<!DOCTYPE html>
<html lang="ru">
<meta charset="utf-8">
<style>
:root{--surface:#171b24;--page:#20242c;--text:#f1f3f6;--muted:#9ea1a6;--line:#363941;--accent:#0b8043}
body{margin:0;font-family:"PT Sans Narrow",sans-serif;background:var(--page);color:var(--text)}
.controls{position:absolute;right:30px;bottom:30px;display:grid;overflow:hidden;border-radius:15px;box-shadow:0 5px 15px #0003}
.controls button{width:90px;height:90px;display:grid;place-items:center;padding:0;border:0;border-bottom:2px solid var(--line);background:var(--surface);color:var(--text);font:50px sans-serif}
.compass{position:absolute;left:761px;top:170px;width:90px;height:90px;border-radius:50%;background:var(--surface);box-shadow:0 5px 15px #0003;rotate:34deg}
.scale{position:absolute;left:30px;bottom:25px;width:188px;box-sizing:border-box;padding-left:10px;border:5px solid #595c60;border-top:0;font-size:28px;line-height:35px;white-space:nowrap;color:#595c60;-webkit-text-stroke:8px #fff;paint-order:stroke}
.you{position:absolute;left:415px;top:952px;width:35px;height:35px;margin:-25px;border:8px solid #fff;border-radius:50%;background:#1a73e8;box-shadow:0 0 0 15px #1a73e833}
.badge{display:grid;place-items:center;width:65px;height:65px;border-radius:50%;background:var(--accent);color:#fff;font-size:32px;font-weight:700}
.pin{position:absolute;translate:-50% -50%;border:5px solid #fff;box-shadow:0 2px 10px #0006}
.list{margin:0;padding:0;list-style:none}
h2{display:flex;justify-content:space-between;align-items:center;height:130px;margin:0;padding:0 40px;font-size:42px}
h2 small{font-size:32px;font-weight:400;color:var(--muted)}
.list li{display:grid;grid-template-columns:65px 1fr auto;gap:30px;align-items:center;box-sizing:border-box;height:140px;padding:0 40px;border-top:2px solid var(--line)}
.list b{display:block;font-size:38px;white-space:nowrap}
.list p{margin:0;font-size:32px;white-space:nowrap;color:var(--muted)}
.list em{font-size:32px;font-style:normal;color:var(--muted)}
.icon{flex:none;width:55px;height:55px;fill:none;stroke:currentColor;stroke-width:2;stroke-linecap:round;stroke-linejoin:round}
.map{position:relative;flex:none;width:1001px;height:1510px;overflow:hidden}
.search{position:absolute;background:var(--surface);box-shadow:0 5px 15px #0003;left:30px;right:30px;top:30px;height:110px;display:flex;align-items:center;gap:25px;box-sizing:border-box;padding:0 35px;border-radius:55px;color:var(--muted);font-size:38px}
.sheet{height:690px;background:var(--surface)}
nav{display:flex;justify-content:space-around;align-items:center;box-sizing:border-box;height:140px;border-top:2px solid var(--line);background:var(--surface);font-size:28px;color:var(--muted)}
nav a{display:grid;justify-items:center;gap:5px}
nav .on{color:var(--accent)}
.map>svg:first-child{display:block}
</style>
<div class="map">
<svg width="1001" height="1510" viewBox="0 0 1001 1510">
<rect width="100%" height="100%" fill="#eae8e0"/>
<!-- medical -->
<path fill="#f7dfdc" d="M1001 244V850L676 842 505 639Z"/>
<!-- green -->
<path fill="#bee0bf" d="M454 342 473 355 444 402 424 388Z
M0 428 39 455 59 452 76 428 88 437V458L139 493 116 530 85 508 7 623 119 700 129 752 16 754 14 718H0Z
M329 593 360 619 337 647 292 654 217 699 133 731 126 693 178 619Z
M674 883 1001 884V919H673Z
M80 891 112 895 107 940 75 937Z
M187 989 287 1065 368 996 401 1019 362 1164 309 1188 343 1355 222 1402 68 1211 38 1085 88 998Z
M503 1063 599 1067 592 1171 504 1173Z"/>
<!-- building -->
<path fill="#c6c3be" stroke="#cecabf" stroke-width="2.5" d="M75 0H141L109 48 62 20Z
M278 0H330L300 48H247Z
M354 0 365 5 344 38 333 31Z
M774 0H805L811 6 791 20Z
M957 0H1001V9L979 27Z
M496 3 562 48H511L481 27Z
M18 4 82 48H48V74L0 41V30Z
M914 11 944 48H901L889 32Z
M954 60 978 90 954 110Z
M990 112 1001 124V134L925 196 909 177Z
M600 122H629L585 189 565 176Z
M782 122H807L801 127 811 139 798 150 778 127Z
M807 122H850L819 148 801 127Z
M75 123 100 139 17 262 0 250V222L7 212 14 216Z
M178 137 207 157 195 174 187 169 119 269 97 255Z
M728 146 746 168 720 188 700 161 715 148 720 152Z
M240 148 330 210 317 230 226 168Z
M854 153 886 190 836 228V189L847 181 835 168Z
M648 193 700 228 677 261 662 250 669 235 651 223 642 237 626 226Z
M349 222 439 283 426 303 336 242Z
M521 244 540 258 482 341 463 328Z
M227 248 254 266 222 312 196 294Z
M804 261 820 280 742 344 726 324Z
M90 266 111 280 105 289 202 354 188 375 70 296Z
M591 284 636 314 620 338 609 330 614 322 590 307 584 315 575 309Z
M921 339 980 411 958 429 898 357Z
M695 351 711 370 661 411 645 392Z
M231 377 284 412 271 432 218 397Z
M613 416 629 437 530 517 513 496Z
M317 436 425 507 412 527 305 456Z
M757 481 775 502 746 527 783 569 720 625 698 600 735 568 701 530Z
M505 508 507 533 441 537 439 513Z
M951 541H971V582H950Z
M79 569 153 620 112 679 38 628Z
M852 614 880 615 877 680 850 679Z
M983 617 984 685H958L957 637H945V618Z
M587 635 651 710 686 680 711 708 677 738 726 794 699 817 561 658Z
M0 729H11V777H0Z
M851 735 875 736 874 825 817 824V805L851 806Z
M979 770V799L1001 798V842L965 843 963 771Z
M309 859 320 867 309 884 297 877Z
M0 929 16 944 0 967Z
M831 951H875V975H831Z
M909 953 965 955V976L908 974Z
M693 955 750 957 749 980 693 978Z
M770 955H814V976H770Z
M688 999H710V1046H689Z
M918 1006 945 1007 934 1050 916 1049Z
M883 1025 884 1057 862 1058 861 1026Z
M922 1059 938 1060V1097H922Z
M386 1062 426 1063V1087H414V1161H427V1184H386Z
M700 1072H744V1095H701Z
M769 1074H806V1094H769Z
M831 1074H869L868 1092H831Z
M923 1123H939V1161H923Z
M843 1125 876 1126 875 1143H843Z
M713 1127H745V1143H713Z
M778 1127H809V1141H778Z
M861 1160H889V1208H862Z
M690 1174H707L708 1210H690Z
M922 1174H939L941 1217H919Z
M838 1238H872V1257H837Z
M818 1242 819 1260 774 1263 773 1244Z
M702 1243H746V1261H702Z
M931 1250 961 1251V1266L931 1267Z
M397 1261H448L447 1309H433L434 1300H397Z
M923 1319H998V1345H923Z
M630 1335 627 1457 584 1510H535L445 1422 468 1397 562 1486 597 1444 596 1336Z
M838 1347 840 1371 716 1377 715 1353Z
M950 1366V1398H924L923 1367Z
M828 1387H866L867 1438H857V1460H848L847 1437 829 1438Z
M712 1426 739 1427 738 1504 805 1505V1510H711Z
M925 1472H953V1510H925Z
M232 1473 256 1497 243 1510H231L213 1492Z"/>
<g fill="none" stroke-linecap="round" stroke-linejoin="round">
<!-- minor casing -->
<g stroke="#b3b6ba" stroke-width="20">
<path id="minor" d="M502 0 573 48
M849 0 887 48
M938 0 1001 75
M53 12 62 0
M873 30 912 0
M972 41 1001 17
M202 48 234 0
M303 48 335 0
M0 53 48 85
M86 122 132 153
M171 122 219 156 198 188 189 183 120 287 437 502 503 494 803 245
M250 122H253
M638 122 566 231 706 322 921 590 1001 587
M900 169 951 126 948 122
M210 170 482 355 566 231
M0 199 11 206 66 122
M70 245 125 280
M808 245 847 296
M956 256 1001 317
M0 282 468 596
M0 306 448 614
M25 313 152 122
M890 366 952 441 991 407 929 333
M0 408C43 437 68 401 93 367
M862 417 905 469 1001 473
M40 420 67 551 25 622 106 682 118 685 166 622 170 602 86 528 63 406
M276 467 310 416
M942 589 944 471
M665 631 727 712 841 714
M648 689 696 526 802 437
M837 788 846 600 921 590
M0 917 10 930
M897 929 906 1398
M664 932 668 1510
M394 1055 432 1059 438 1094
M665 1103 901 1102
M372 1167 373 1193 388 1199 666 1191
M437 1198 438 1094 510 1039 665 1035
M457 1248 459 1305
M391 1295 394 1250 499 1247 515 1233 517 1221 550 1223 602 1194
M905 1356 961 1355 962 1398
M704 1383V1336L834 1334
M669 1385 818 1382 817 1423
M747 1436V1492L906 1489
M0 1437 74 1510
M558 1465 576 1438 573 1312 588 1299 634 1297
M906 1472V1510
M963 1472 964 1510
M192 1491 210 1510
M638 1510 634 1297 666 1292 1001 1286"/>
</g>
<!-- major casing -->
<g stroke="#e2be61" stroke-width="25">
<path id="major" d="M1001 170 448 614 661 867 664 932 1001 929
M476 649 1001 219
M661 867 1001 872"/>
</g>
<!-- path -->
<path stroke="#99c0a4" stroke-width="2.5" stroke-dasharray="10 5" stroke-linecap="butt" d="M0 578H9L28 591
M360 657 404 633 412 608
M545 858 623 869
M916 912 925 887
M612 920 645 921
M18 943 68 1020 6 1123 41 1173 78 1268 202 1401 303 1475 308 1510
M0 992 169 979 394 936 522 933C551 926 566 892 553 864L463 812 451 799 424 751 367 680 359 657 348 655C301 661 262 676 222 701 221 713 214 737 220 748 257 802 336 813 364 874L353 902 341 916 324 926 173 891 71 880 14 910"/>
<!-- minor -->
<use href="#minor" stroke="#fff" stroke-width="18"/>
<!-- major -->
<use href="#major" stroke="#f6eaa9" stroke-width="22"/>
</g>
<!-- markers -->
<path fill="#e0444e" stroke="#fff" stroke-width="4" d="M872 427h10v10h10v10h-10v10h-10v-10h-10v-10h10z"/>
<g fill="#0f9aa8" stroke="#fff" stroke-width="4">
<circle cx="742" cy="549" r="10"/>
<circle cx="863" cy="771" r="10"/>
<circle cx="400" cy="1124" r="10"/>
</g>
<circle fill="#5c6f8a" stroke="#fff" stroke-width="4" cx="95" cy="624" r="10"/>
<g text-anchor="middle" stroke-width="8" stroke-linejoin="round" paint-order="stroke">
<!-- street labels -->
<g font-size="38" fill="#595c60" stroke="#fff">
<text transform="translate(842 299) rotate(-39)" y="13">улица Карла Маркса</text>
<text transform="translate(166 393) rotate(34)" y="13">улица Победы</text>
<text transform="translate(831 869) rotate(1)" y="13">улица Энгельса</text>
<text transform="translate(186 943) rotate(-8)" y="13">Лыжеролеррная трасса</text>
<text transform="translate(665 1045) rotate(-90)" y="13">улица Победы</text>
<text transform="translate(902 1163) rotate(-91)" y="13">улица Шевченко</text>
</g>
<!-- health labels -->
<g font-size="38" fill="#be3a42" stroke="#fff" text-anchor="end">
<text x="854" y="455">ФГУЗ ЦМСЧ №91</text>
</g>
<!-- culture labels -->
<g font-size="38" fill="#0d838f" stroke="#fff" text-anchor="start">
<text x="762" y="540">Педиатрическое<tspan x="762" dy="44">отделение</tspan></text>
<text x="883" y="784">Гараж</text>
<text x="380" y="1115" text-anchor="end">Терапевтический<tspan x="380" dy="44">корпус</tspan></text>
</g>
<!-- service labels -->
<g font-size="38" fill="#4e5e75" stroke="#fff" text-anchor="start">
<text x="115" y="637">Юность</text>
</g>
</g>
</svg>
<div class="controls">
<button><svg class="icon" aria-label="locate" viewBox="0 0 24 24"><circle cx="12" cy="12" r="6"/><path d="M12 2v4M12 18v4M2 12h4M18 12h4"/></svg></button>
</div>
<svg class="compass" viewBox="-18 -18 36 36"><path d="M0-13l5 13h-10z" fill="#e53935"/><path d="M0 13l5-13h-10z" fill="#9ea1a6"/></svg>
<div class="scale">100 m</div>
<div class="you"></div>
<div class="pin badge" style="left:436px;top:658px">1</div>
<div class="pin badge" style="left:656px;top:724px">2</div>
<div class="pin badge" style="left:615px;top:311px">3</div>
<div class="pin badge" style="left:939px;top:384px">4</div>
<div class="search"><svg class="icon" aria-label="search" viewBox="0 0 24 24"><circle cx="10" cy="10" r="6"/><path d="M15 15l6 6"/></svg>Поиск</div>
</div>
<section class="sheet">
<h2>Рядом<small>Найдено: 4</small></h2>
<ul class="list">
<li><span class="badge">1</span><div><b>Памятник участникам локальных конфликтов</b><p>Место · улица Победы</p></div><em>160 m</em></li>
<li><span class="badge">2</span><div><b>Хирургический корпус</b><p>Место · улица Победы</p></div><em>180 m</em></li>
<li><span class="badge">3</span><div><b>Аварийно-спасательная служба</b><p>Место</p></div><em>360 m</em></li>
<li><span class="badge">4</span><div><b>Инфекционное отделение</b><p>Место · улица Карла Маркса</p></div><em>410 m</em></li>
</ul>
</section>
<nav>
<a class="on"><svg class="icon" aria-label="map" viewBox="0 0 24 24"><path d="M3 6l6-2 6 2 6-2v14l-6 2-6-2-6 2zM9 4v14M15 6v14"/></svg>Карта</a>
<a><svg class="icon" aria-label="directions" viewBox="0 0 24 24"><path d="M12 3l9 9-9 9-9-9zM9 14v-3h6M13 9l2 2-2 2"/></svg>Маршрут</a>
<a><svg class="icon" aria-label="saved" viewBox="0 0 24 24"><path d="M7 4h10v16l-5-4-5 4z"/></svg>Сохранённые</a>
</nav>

******

Exercise details :: In the data above, each line holding "sans" is to be found and copied.

Solution to the exercise ::
body{margin:0;font-family:"PT Sans Narrow",sans-serif;background:var(--page);color:var(--text)}
.controls button{width:90px;height:90px;display:grid;place-items:center;padding:0;border:0;border-bottom:2px solid var(--line);background:var(--surface);color:var(--text);font:50px sans-serif}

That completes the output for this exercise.